According to Langtons, the category is benefiting from a combination of factors, including its breadth of styles, strong food affinity and more accessible price points compared to traditional European benchmarks.

“Italy has always offered fine wine fans an incredible range of wines with finesse, nuance, expression of terroir, ageability, rarity, and heritage,” said Langtons General Manager Tamara Grischy.

“There’s no doubt the Italian wine category is gaining momentum in 2026… While the French have long dominated the fine wine space in Australia, we’re seeing Italy become a strong contender as the go-to for both drinking and collecting.”

The shift is being reinforced by changing consumer preferences, with Langtons reporting increased demand for indigenous Italian varieties and lighter, food-first styles such as Nerello Mascalese from Etna and modern Chianti Classico.

This aligns with the broader rise of Mediterranean-style dining in Australia, where wines are expected to complement a wider range of dishes rather than dominate them.

Langtons buyer Zach Nelson said the category’s versatility is central to its appeal.

“Italian wines often have a distinct, savoury edge making them an ideal pairing for a variety of cuisines,” he said.

The move towards Italian wines also comes as prices for traditional French regions continue to climb, particularly in Burgundy, prompting collectors to look elsewhere for value without compromising on quality.

Italy’s key regions, including Piedmont and Etna, are increasingly seen as offering that balance, with premium wines available at comparatively accessible price points.

Nelson said value is now a defining factor for buyers in 2026.

“Value is the key driver for Australian fine wine consumers… Italian wines are offering exactly that at an impressive array of price points to suit any budget,” he said.

The category is also proving attractive for newer collectors, offering what Langtons describes as “accessible prestige” and a more open entry point compared to the exclusivity often associated with Bordeaux.

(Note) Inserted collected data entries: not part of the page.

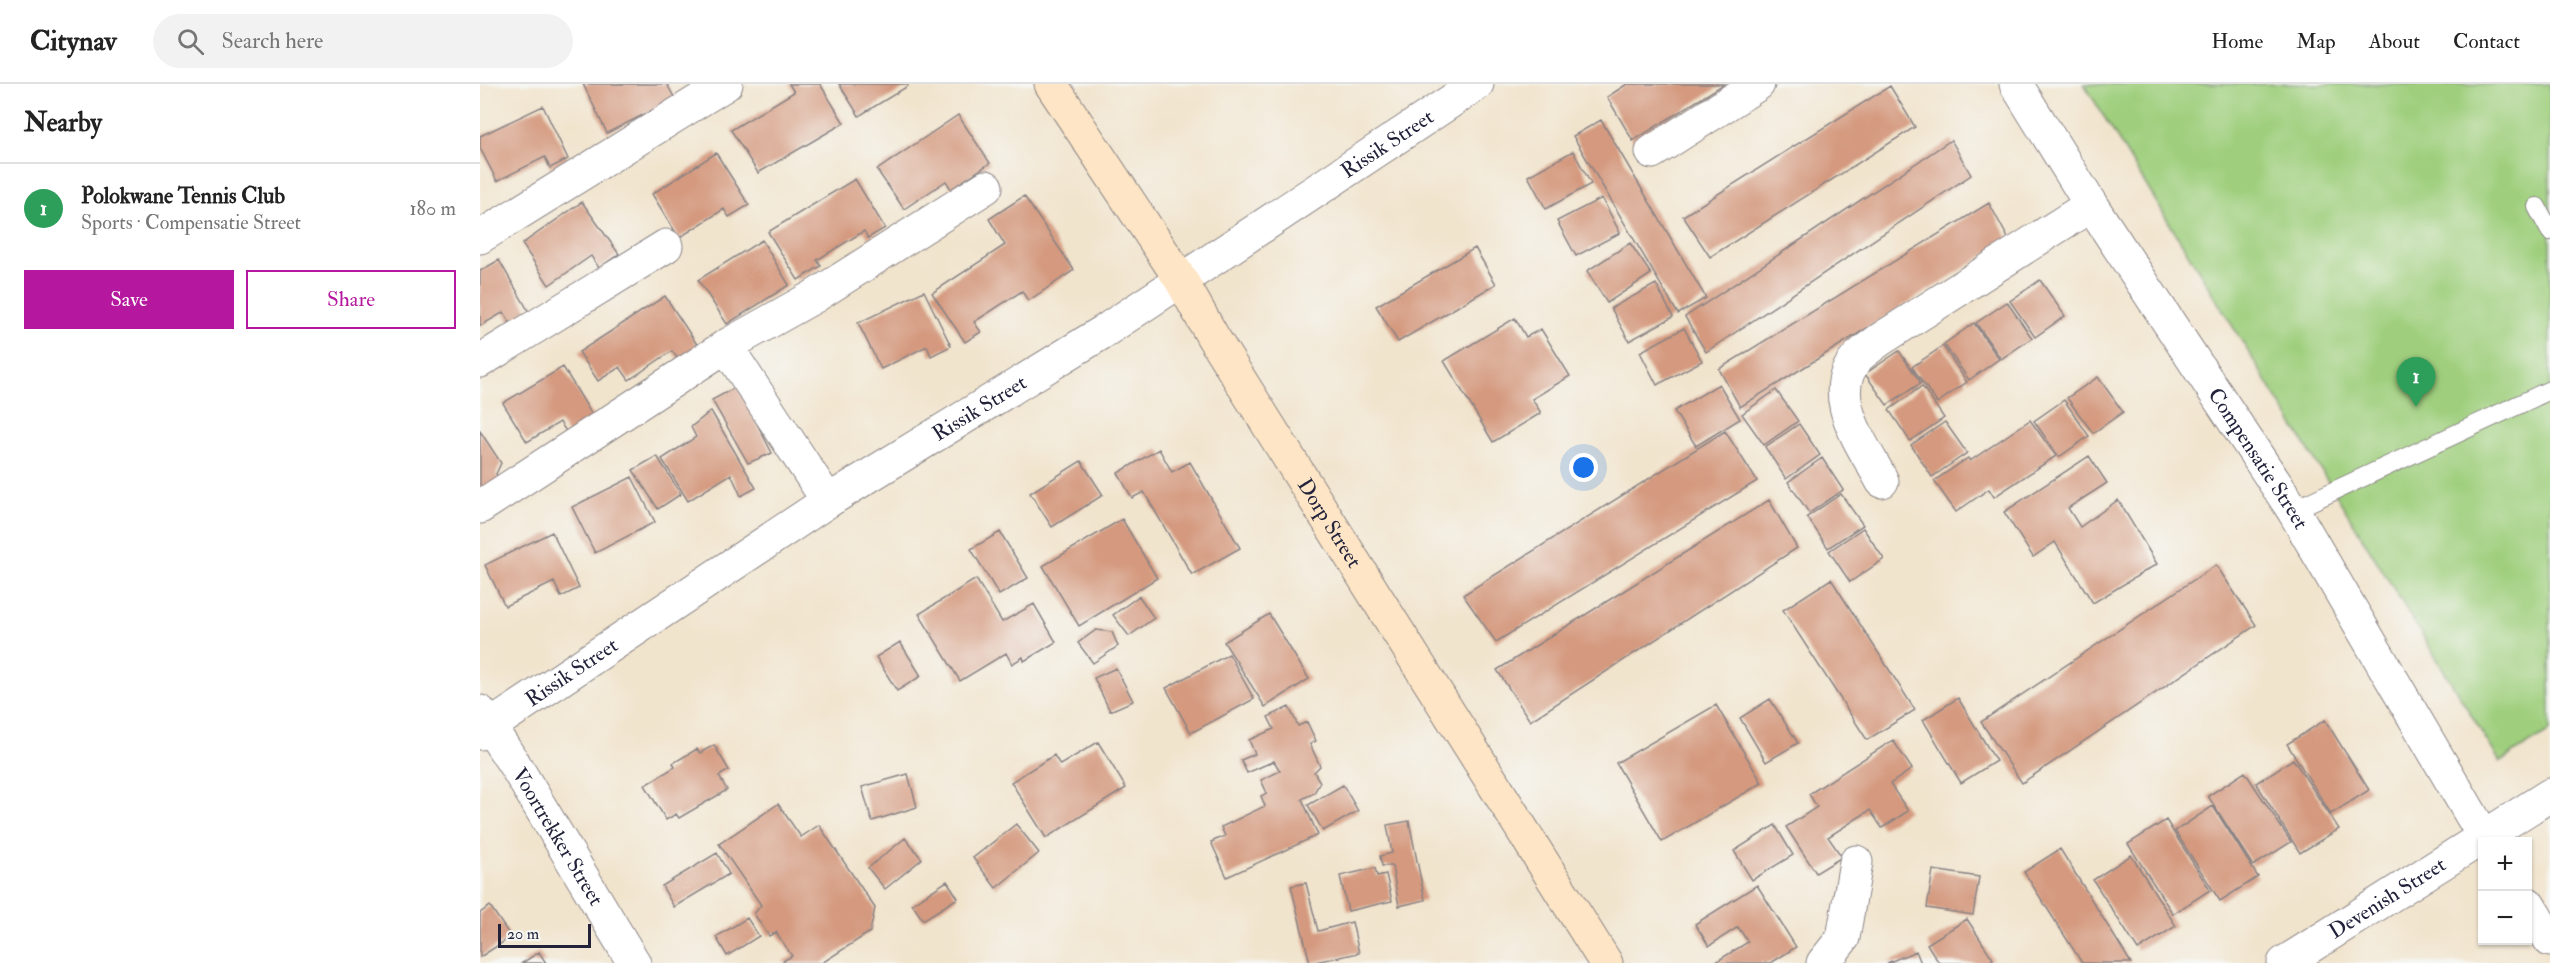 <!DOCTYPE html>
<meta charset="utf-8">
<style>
:root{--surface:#fff;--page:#f2f2f2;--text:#222;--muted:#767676;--line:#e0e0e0;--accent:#b5179e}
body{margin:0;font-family:"IM FELL Double Pica",serif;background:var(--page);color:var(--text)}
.controls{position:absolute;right:18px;bottom:18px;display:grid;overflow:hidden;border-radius:0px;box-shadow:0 2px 4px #0004}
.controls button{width:54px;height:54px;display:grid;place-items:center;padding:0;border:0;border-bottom:2px solid var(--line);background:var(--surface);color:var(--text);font:30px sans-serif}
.scale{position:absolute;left:18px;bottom:15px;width:93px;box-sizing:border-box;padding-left:6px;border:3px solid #22223b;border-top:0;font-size:16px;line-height:21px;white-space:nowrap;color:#22223b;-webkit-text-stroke:4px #f6f6f2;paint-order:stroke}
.you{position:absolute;left:1104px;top:384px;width:21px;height:21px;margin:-15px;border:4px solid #fff;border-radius:50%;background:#1a73e8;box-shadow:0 0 0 9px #1a73e833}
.badge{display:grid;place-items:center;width:39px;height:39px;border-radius:50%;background:var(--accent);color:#fff;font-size:20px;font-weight:700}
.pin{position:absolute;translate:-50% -50px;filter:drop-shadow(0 2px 3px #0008)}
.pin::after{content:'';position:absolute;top:32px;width:21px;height:18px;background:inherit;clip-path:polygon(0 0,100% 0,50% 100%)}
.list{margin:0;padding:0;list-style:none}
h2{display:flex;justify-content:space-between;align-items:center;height:78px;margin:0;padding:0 24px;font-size:26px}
h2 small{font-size:20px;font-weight:400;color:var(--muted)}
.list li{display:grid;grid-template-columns:39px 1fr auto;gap:18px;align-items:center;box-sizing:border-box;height:90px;padding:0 24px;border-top:2px solid var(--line)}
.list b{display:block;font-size:22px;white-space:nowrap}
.list p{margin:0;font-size:20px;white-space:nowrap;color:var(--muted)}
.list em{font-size:20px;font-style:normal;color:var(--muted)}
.actions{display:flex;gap:12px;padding:18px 24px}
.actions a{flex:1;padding:14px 0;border:2px solid var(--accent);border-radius:0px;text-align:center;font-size:21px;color:var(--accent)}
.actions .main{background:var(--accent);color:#fff}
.icon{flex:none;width:33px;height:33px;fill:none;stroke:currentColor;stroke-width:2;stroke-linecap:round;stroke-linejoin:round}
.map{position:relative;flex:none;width:2070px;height:879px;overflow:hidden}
header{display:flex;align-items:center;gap:36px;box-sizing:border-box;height:84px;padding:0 30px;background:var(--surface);border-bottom:2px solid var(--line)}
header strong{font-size:28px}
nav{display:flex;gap:33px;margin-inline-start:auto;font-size:21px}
.search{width:420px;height:54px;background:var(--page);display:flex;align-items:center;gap:15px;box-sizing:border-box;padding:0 21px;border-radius:33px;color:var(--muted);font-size:22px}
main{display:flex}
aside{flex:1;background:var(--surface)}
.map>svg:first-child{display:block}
.green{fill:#9fcf7d;stroke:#60785c;stroke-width:1.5}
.building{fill:#d4997e}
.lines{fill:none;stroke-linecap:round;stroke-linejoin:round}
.lane-casing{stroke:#8a8384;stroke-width:20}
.street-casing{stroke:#8a8384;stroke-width:35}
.secondary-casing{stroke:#8a8384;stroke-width:35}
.lane{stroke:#fff;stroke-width:18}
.street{stroke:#fff;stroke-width:33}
.secondary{stroke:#fde5c5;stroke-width:33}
.labels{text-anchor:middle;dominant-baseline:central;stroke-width:6;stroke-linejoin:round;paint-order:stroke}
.street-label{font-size:21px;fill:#22223b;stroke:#f6f6f2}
</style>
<header>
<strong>Citynav</strong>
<div class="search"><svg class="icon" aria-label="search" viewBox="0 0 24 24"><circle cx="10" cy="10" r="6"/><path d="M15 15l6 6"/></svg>Search here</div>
<nav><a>Home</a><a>Map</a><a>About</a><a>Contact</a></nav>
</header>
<main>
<aside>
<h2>Nearby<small></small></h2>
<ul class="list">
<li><span class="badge" style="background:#2e9e5b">1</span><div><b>Polokwane Tennis Club</b><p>Sports · Compensatie Street</p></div><em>180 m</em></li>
</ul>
<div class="actions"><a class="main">Save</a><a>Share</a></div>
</aside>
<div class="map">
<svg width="2070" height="879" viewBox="0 0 2070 879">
<rect width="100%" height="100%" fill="#f6f6f2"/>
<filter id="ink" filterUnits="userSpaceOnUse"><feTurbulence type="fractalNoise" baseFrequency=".0167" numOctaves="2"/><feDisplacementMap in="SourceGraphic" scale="12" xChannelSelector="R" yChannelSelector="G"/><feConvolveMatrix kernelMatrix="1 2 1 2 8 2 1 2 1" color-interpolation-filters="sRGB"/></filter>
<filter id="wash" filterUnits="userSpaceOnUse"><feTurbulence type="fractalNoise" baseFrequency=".008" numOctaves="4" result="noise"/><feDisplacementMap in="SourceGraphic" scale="24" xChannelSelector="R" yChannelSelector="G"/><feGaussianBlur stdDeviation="1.35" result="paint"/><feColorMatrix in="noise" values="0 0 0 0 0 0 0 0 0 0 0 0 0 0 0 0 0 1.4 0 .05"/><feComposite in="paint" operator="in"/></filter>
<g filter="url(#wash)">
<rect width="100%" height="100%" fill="#f1e4cd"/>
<!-- green -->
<path class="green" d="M 1604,0 L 2070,0 L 2070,647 L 2020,678 Z"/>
<g id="blocks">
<!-- building -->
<path class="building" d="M 103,0 L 187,0 L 195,15 L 127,49 Z
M 309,0 L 340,0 L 364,39 L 278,89 L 251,46 L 314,8 Z
M 359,0 L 427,0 L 428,2 L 379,32 Z
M 1147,0 L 1244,0 L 1153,57 L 1127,13 Z
M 1410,2 L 1435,43 L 1230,173 L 1203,132 Z
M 63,22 L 88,75 L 70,84 L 65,73 L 17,97 L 0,64 L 0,52 Z
M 478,31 L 510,79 L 471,105 L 466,97 L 424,125 L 397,86 Z
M 1121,36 L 1226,214 L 1198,230 L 1093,52 Z
M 1471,56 L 1491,91 L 1226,268 L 1205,233 Z
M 1093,67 L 1111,100 L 1066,125 L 1048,92 Z
M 236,69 L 269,121 L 249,133 L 244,125 L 199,154 L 172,110 Z
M 375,95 L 405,144 L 388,154 L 384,147 L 337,176 L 341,182 L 318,196 L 288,148 Z
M 544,112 L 594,186 L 548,217 L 542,207 L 494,238 L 501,248 L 485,258 L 452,209 L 525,161 L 509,135 Z
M 1122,114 L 1140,149 L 1096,172 L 1077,137 Z
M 102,118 L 139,170 L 119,184 L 111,172 L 69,201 L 42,160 Z
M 1509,119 L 1529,156 L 1260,323 L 1239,285 Z
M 282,156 L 309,201 L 247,240 L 218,196 Z
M 1150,159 L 1171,190 L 1127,219 L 1107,187 Z
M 995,164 L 1016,200 L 918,258 L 896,222 Z
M 19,176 L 49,228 L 30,239 L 24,228 L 0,242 L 0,187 Z
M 1560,196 L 1585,232 L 1555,253 L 1530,217 Z
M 1176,200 L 1193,233 L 1149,257 L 1131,224 Z
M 444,207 L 471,262 L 451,272 L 447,262 L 401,285 L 378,239 Z
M 185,212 L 220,265 L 200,278 L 192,267 L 149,296 L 140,283 L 118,297 L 99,268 Z
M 1527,218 L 1552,254 L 1521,275 L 1496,239 Z
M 1035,234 L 1046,253 L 1061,245 L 1090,292 L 1052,315 L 1061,329 L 1013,358 L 964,277 Z
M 1494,239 L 1519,275 L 1489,296 L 1464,260 Z
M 1204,244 L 1222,277 L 1177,301 L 1160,268 Z
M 1463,262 L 1487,298 L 1457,319 L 1432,283 Z
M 1419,267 L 1441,299 L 1407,321 L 1385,290 Z
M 83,283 L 117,339 L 91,355 L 80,338 L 47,358 L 23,319 Z
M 1618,293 L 1643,328 L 1613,349 L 1587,314 Z
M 1239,300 L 1260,335 L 1216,362 L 1194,327 Z
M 258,302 L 292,369 L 268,379 L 232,316 Z
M 1442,302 L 1464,334 L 1430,357 L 1409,326 Z
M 1296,306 L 1318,337 L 1284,361 L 1262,330 Z
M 1584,316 L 1609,352 L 1579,373 L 1554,337 Z
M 231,327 L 276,404 L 261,412 L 251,390 L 208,417 L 182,375 L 216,353 L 211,343 Z
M 1550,336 L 1576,372 L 1514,413 L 1509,405 L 1476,428 L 1454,397 L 1488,374 L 1490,377 Z
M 1465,338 L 1487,369 L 1452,393 L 1431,361 Z
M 1319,340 L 1340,371 L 1306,395 L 1285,363 Z
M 0,347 L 21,379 L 16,390 L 22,400 L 6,411 L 0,401 Z
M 1245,347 L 1277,397 L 1016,558 L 983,511 Z
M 679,365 L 692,388 L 710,378 L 760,464 L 712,491 L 664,408 L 652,414 L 638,389 Z
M 177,372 L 201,410 L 178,425 L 153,386 Z
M 1609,372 L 1627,399 L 1588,424 L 1600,443 L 1638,416 L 1677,480 L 1613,519 L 1575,458 L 1553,473 L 1524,428 Z
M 1342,374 L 1363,406 L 1329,429 L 1308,398 Z
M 601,377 L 623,411 L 572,443 L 550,409 Z
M 152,393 L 175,438 L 115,469 L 92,423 Z
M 1361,410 L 1383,441 L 1348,464 L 1327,433 Z
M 1289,416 L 1317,464 L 1050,637 L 1017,586 Z
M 642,435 L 677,494 L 599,542 L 563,482 Z
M 1383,444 L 1404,475 L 1370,498 L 1349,467 Z
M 72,448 L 99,504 L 81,513 L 74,498 L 25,522 L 5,481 Z
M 520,448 L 548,494 L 519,511 L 491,465 Z
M 1736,481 L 1776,541 L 1542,699 L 1501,638 Z
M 496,495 L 522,538 L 554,520 L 576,558 L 544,577 L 543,573 L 532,580 L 526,569 L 480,597 L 439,530 Z
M 1351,495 L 1435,626 L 1387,656 L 1303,526 Z
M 659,512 L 674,534 L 649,552 L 633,531 Z
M 789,530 L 829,595 L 785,623 L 744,558 Z
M 616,546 L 632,548 L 638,562 L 613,579 L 598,559 Z
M 420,558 L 441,592 L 417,607 L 396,573 Z
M 749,570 L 774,615 L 711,649 L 686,604 Z
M 636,584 L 653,617 L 630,627 L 614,594 Z
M 1478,614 L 1516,677 L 1481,699 L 1443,636 Z
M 1290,615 L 1318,659 L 1286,678 L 1260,634 Z
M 1236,621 L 1282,699 L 1182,758 L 1136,679 Z
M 809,623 L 818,642 L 827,638 L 836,657 L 830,660 L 840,682 L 834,688 L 840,698 L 834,709 L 822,715 L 838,751 L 747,793 L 731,758 L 745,752 L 741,743 L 785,722 L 781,712 L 787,709 L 781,696 L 800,687 L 794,677 L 767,689 L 761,676 L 775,670 L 769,656 L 794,645 L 788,633 Z
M 1845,636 L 1889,706 L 1851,730 L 1807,660 Z
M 1413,656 L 1432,685 L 1410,700 L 1428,727 L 1402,744 L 1390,726 L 1348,753 L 1362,773 L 1336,789 L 1306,743 L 1337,723 L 1329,710 Z
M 618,658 L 646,704 L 566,754 L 531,698 L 574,671 L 580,681 Z
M 234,661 L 249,686 L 239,692 L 247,706 L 199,734 L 196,730 L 186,736 L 165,701 L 195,683 L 193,679 L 217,665 L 220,669 Z
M 1813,675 L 1859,745 L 1820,769 L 1776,699 Z
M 1765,688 L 1811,758 L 1773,782 L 1728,712 Z
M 428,690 L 437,723 L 392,737 L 382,703 Z
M 863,701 L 878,727 L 843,747 L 828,721 Z
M 298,720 L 321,753 L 339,741 L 395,824 L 390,848 L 342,879 L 305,879 L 303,877 L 312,872 L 296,848 L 289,852 L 274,830 L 281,821 L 239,760 Z
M 1733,722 L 1778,793 L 1740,817 L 1695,747 Z
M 1686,736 L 1730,806 L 1693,830 L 1648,760 Z
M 929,737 L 945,816 L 919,822 L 912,782 L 902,782 L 900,772 L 912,769 L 907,741 Z
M 536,740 L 559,769 L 516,804 L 493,774 Z
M 1295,741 L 1313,771 L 1272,796 L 1254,767 Z
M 425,754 L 442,775 L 405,805 L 388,784 Z
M 1580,765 L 1651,879 L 1602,879 L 1544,788 Z
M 237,769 L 249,790 L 194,823 L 182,802 Z
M 1651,771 L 1696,842 L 1658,866 L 1613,796 Z
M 895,784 L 897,792 L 906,790 L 912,817 L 868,827 L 860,792 Z
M 1453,786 L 1499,793 L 1493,831 L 1447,824 Z
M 467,797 L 478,814 L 443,836 L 432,820 Z
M 826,799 L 838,847 L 872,838 L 879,869 L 830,879 L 811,802 Z
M 1277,801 L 1316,863 L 1291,879 L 1234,879 L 1268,858 L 1258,843 L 1229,862 L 1215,840 Z
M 10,822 L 31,853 L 0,873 L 0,829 Z
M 267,834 L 279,852 L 247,872 L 236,853 Z
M 1487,835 L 1513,875 L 1507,879 L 1459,879 L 1447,860 Z
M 1436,867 L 1441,879 L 1407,879 Z
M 59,868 L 66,879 L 42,879 Z"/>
</g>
</g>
<g filter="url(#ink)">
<use href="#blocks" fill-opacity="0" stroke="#8a8384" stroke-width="1.5"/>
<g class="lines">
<!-- lane casing -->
<g class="lane-casing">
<path id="lane" d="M 2057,123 L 2070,147
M 1813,426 L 2070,306"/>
</g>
<!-- street casing -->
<g class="street-casing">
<g id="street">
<path id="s1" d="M 1536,0 L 1611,121 L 1813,426 L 2007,758"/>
<path d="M 1172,68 L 1278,0"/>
<path d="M 0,153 L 246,0"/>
<path d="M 246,262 L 335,212 L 506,103"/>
<path d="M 0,277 L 186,162"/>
<path d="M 1402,397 C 1384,362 1342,309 1379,272 C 1386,266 1394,260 1401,255 L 1611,121"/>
<path d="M 0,423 L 246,262 L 348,417"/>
<path id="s2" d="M 0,628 L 38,686 L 154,879"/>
<path id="s3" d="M 0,649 L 348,417 L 623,248 L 997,0"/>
<path d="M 2048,820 L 2070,856"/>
<path d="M 1343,879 L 1363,854 L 1376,778"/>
<path id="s4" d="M 1804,879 L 2070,711"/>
</g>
</g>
<!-- secondary casing -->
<g class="secondary-casing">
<g id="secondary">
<path id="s5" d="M 571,0 L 701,196 L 733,253 L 1126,879"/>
</g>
</g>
<!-- lane -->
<use href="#lane" class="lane"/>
<!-- street -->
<use href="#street" class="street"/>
<!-- secondary -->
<use href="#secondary" class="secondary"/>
</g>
</g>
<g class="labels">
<!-- street labels -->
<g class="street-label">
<text stroke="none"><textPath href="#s3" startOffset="1082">Rissik Street</textPath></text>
<text stroke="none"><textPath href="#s3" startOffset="596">Rissik Street</textPath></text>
<text stroke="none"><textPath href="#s1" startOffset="446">Compensatie Street</textPath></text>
<text stroke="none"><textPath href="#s5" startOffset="520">Dorp Street</textPath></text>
<text stroke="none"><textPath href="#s3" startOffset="110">Rissik Street</textPath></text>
<text stroke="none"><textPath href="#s2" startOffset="147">Voortrekker Street</textPath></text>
<text stroke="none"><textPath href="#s4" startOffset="122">Devenish Street</textPath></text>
</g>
</g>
</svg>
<div class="controls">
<button>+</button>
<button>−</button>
</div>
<div class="scale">20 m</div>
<div class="you"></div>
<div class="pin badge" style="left:1936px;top:323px;background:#2e9e5b">1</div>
</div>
</main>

Wines such as Brunello di Montalcino and Nebbiolo-based expressions are increasingly being positioned as entry points into cellar-worthy collections, combining ageability with relative affordability.

At the same time, a new generation of Italian producers is reshaping the category, moving away from heavier, oak-driven styles towards wines that emphasise site expression and vibrancy.

“There’s definitely a ‘new guard’ of Italian winemaking… stripping away the makeup… to let the raw, vibrating energy of the site speak,” Nelson said.

Langtons is also expanding its offering in the category, including exclusive access to wines from family-owned producer Boroli, alongside a broader selection spanning Piedmont, Veneto, Sicily and Tuscany.

The company will showcase the category further at its upcoming Italian Collection Masterclass and Tasting in Sydney, featuring more than 50 wines from 23 producers across four key regions.

For collectors and drinkers alike, the message is clear: Italy may have been overlooked, but it is no longer under the radar.